The Offer is not conditional upon any minimum number of Convertible
Notes being deposited, but is subject to various other conditions as
detailed in the formal offer to purchase, the issuer bid circular and
the related letter of transmittal (collectively, the "Offer Documents"),
containing the terms and conditions of the Offer and instructions for
depositing such Convertible Notes. The Offer Documents will be mailed
to registered Noteholders on June 5, 2019 and will be filed with the
applicable securities regulators and available on SEDAR at www.sedar.com
and on EDGAR at www.sec.gov.
Eight Capital was engaged by the Board as the independent valuator to
prepare a formal valuation of the Convertible Notes in accordance with
applicable Canadian securities laws (the "Valuation"). The Valuation
contains Eight Capital's opinion that, based on the scope of its review
and subject to the assumptions, qualifications and limitations provided
therein, as of May 24, 2019, the fair market value of the Convertible
Notes falls within the range of US$1,032 to US$1,080 per US$1,000
principal amount of Convertible Notes. A copy of the Valuation will be
attached to the Offer Documents.
The Offer will commence on June 6, 2019 and expire at 2:00 p.m. (Calgary
time) on July 12, 2019, unless extended, varied or withdrawn by the
Company (such time and date, the "Expiration Date").

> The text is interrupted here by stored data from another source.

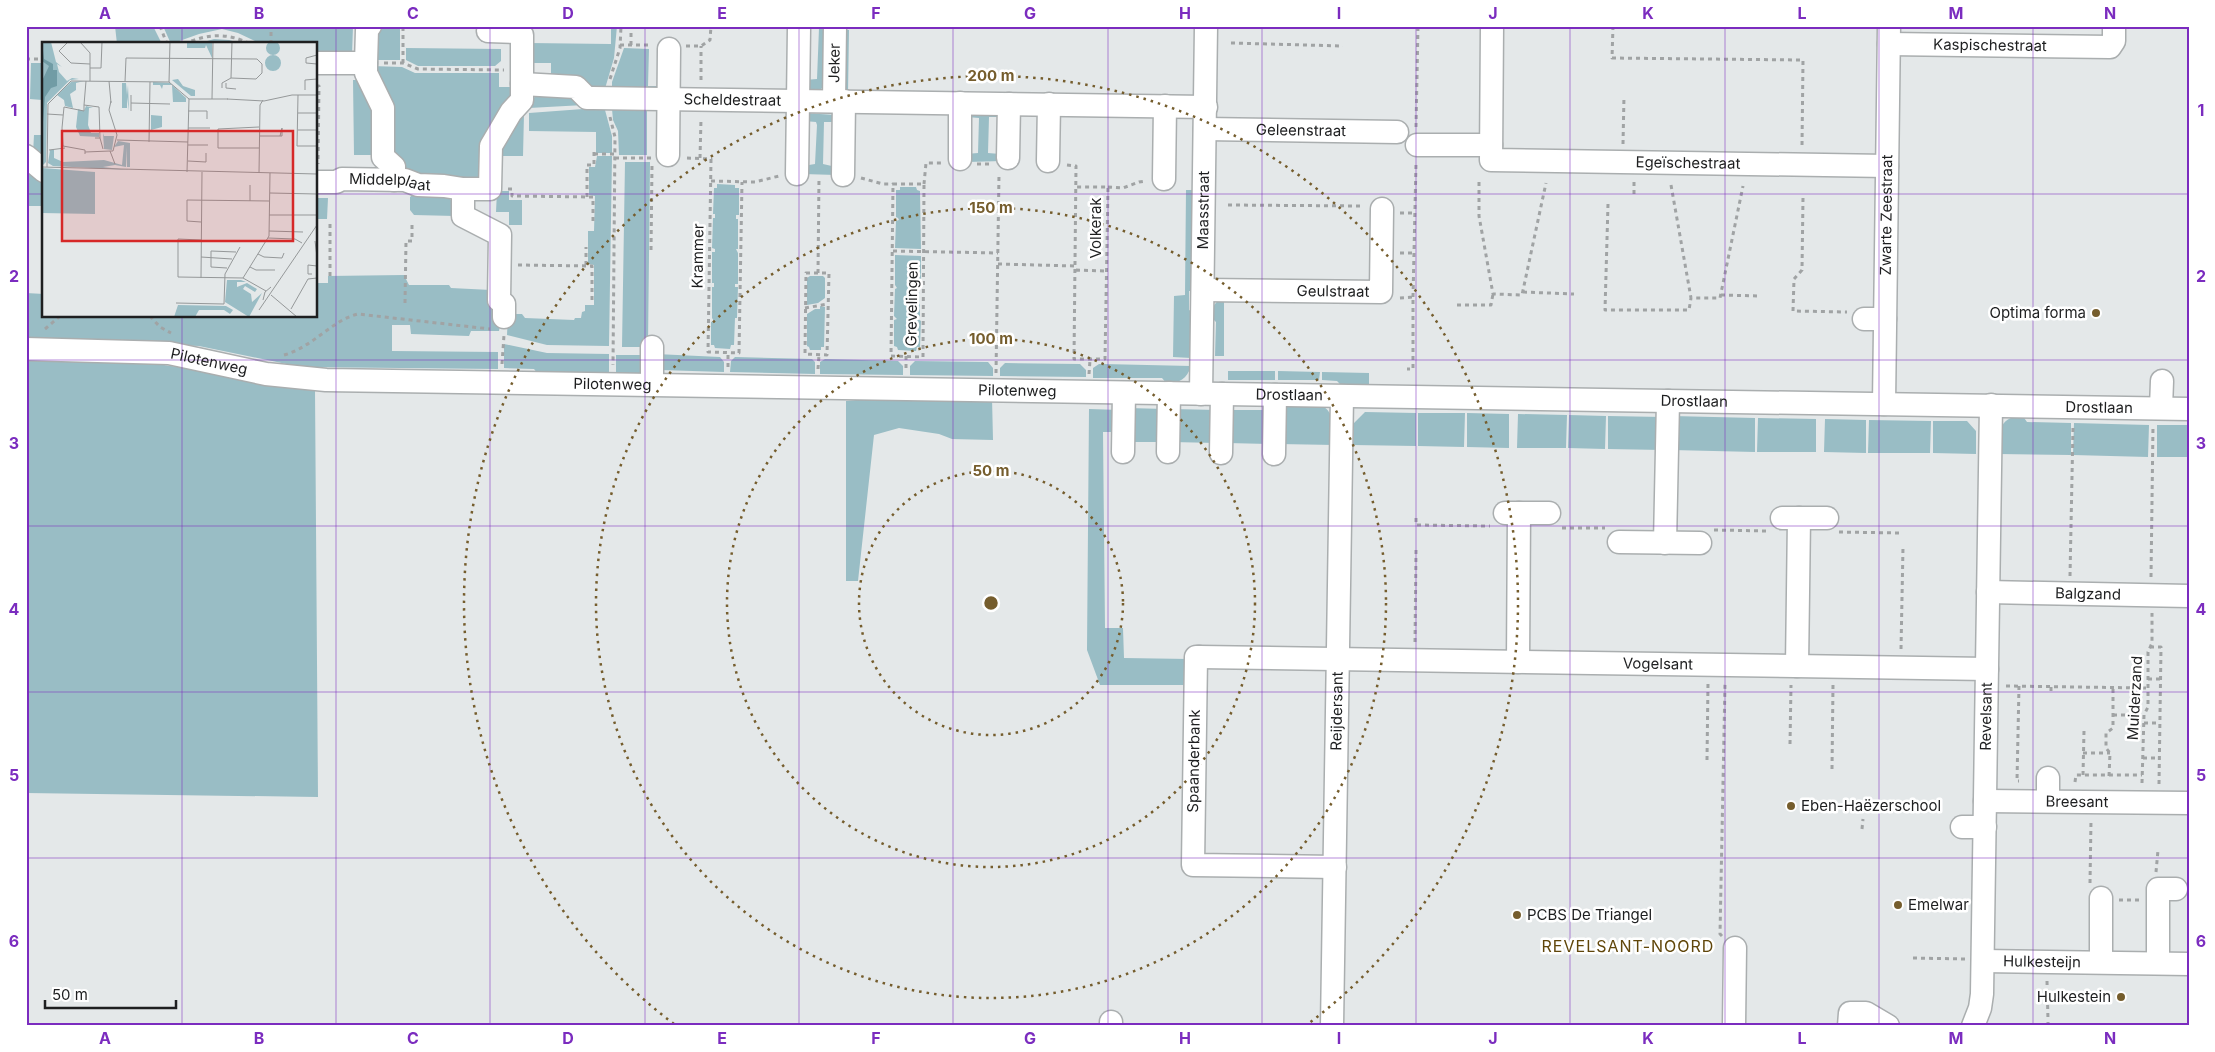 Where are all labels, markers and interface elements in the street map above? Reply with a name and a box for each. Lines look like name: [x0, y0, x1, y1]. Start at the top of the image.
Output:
text: A: [99, 3, 111, 23]
text: B: [254, 3, 264, 23]
text: C: [407, 3, 419, 23]
text: D: [562, 3, 574, 23]
text: E: [717, 3, 727, 23]
text: F: [871, 3, 881, 23]
text: G: [1024, 3, 1036, 23]
text: H: [1179, 3, 1191, 23]
text: I: [1337, 3, 1341, 23]
text: J: [1488, 3, 1498, 23]
text: K: [1642, 3, 1654, 23]
text: L: [1797, 3, 1807, 23]
text: M: [1949, 3, 1963, 23]
text: N: [2104, 3, 2116, 23]
street label: Kaspischestraat: [1933, 35, 2047, 55]
inset map: [42, 42, 318, 318]
street label: Jeker: [824, 43, 844, 83]
text: 200 m: [968, 66, 1014, 85]
street label: Scheldestraat: [683, 89, 781, 110]
text: 1: [11, 100, 17, 120]
text: 1: [2198, 100, 2204, 120]
street label: Geleenstraat: [1256, 120, 1346, 140]
street label: Egeïschestraat: [1635, 152, 1741, 173]
street label: Zwarte Zeestraat: [1876, 154, 1896, 276]
street label: Middelplaat: [349, 169, 431, 194]
street label: Maasstraat: [1193, 170, 1213, 249]
street label: Volkerak: [1086, 197, 1105, 259]
text: 150 m: [969, 198, 1013, 217]
street label: Krammer: [687, 223, 708, 289]
street label: Grevelingen: [901, 261, 922, 347]
text: 2: [9, 266, 19, 286]
text: 2: [2196, 266, 2206, 286]
street label: Geulstraat: [1297, 281, 1370, 301]
place label: Optima forma: [1989, 303, 2086, 322]
marker: Optima forma: [2090, 307, 2102, 319]
text: 100 m: [969, 329, 1013, 348]
street label: Pilotenweg: [169, 344, 249, 379]
street label: Pilotenweg: [573, 374, 652, 394]
street label: Pilotenweg: [978, 380, 1057, 400]
street label: Drostlaan: [1255, 384, 1323, 405]
street label: Drostlaan: [1660, 391, 1728, 411]
street label: Drostlaan: [2065, 397, 2133, 417]
text: 3: [9, 433, 19, 453]
text: 3: [2196, 433, 2206, 453]
text: 50 m: [973, 461, 1009, 480]
street label: Balgzand: [2055, 583, 2121, 604]
centre of rings: [982, 594, 1000, 612]
text: 4: [9, 599, 20, 619]
text: 4: [2196, 599, 2207, 619]
street label: Vogelsant: [1623, 653, 1693, 674]
street label: Muiderzand: [2123, 655, 2146, 741]
street label: Reijdersant: [1326, 671, 1347, 751]
street label: Revelsant: [1976, 682, 1996, 751]
street label: Spaanderbank: [1183, 708, 1204, 813]
text: 5: [9, 765, 19, 785]
text: 5: [2196, 765, 2206, 785]
street label: Breesant: [2045, 792, 2109, 811]
place label: Eben-Haëzerschool: [1801, 796, 1941, 815]
marker: Eben-Haëzerschool: [1785, 800, 1797, 812]
place label: Emelwar: [1908, 895, 1969, 914]
marker: Emelwar: [1892, 899, 1904, 911]
place label: PCBS De Triangel: [1527, 905, 1652, 924]
marker: PCBS De Triangel: [1511, 909, 1523, 921]
text: 6: [9, 931, 19, 951]
text: 6: [2196, 931, 2206, 951]
district label: REVELSANT-NOORD: [1542, 936, 1714, 956]
street label: Hulkesteijn: [2003, 951, 2081, 971]
scale bar: [45, 977, 176, 1009]
text: 50 m: [52, 985, 88, 1004]
place label: Hulkestein: [2037, 987, 2111, 1006]
marker: Hulkestein: [2115, 991, 2127, 1003]
text: A: [99, 1028, 111, 1048]
text: B: [254, 1028, 264, 1048]
text: C: [407, 1028, 419, 1048]
text: D: [562, 1028, 574, 1048]
text: E: [717, 1028, 727, 1048]
text: F: [871, 1028, 881, 1048]
text: G: [1024, 1028, 1036, 1048]
text: H: [1179, 1028, 1191, 1048]
text: I: [1337, 1028, 1341, 1048]
text: J: [1488, 1028, 1498, 1048]
text: K: [1642, 1028, 1654, 1048]
text: L: [1797, 1028, 1807, 1048]
text: M: [1949, 1028, 1963, 1048]
text: N: [2104, 1028, 2116, 1048]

In accordance with applicable securities laws, the Company has suspended
purchases of its shares of common stock pursuant to its current normal
course issuer bid commenced on March 13, 2019 until after the Expiration
Date or the date of termination of the Offer.
Gran Tierra has retained Computershare Investor Services Inc.
("Computershare") to act as depositary in connection with the Offer.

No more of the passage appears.